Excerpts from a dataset
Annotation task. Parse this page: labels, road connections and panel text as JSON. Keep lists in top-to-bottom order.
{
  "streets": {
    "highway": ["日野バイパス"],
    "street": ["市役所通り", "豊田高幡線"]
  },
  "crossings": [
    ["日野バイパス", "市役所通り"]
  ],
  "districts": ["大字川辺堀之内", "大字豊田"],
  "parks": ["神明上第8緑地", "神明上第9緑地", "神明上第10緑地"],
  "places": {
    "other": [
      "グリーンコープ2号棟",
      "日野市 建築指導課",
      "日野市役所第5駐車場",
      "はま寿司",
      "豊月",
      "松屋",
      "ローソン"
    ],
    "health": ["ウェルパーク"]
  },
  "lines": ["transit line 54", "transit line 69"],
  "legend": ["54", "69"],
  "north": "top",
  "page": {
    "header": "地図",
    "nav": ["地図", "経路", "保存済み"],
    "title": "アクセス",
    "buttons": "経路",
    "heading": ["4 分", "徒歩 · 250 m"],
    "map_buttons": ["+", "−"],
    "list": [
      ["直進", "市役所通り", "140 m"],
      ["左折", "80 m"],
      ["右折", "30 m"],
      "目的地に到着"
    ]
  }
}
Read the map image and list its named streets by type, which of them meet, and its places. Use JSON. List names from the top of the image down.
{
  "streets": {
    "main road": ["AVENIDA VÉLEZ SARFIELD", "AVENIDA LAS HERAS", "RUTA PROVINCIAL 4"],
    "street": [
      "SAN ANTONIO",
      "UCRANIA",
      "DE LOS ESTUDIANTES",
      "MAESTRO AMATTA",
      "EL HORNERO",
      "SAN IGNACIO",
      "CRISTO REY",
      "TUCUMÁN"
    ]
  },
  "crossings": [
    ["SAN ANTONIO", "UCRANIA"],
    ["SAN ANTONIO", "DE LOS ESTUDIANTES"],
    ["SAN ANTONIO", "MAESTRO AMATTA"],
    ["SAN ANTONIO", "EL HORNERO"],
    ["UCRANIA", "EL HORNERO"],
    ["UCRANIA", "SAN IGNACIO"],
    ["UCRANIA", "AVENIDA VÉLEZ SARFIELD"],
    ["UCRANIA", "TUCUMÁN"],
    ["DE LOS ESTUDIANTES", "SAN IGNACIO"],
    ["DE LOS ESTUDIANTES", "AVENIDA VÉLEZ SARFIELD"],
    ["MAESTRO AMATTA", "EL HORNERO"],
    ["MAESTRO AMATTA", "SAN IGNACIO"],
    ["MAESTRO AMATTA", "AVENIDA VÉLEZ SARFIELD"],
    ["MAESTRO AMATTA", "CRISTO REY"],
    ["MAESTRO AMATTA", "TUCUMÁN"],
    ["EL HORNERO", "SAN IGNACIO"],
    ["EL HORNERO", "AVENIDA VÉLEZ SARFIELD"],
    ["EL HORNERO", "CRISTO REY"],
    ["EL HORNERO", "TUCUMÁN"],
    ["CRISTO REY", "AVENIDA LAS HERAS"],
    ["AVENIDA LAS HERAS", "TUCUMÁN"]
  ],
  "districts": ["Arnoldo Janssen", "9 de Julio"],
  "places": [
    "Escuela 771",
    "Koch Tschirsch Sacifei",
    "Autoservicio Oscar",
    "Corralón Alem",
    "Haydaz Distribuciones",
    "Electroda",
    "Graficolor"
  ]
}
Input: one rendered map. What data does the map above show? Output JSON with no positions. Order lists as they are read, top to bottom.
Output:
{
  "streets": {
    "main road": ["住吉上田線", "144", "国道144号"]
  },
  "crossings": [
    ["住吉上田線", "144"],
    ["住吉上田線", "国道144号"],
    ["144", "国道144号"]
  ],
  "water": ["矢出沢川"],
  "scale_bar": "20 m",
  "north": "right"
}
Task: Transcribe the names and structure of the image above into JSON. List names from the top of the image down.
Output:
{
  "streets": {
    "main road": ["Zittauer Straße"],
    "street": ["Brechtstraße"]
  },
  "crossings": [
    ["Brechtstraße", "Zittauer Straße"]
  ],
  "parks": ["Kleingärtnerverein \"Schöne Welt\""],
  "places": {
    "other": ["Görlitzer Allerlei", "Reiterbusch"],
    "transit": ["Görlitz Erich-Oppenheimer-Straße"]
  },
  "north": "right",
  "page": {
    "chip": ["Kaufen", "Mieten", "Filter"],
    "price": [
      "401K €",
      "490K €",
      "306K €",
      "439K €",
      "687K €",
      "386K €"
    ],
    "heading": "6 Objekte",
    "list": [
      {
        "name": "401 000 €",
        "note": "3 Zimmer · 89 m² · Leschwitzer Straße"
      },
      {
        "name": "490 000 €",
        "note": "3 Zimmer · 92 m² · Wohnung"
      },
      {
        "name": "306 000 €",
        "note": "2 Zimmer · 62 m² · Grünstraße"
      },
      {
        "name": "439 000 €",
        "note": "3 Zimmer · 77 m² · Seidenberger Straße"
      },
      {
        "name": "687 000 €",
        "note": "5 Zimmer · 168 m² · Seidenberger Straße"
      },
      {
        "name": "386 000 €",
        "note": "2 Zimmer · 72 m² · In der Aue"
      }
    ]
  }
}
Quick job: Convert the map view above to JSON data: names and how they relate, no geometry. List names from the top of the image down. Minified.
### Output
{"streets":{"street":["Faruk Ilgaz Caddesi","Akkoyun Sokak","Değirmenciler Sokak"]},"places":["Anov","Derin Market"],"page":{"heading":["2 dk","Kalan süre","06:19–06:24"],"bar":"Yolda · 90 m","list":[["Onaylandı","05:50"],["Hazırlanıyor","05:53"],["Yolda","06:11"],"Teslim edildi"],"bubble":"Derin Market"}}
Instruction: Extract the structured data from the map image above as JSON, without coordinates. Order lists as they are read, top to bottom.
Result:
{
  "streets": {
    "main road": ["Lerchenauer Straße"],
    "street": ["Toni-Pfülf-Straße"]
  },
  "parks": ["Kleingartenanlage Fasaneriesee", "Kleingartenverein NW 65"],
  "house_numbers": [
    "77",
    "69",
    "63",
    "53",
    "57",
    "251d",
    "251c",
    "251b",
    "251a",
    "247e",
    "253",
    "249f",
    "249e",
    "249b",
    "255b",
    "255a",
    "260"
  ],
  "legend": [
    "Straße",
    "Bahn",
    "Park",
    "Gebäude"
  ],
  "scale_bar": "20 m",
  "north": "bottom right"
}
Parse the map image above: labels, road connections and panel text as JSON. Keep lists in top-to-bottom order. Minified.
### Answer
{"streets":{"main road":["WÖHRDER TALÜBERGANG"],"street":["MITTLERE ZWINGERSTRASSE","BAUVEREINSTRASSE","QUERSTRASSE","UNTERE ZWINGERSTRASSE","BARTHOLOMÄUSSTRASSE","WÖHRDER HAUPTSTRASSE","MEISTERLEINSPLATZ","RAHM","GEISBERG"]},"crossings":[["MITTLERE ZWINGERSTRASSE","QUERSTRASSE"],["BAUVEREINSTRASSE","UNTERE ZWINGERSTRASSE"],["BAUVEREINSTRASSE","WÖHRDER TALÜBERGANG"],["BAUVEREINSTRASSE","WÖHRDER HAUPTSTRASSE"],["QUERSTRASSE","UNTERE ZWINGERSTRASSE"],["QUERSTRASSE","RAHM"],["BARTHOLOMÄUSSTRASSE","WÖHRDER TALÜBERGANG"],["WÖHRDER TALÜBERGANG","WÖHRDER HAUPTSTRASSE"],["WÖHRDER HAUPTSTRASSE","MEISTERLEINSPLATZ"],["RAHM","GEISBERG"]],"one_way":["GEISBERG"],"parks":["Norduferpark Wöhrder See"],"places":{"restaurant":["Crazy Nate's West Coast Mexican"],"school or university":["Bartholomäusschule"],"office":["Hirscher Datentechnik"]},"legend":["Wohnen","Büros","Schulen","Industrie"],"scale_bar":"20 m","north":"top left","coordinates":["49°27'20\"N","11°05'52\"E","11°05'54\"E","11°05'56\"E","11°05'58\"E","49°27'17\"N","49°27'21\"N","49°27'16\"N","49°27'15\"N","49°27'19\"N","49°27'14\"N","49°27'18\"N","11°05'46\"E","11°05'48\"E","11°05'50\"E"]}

EXERCISE INSTRUCTIONS: In the data above, how many lines hold the string "note"? Give the number by itself.

ANSWER SECTION: 6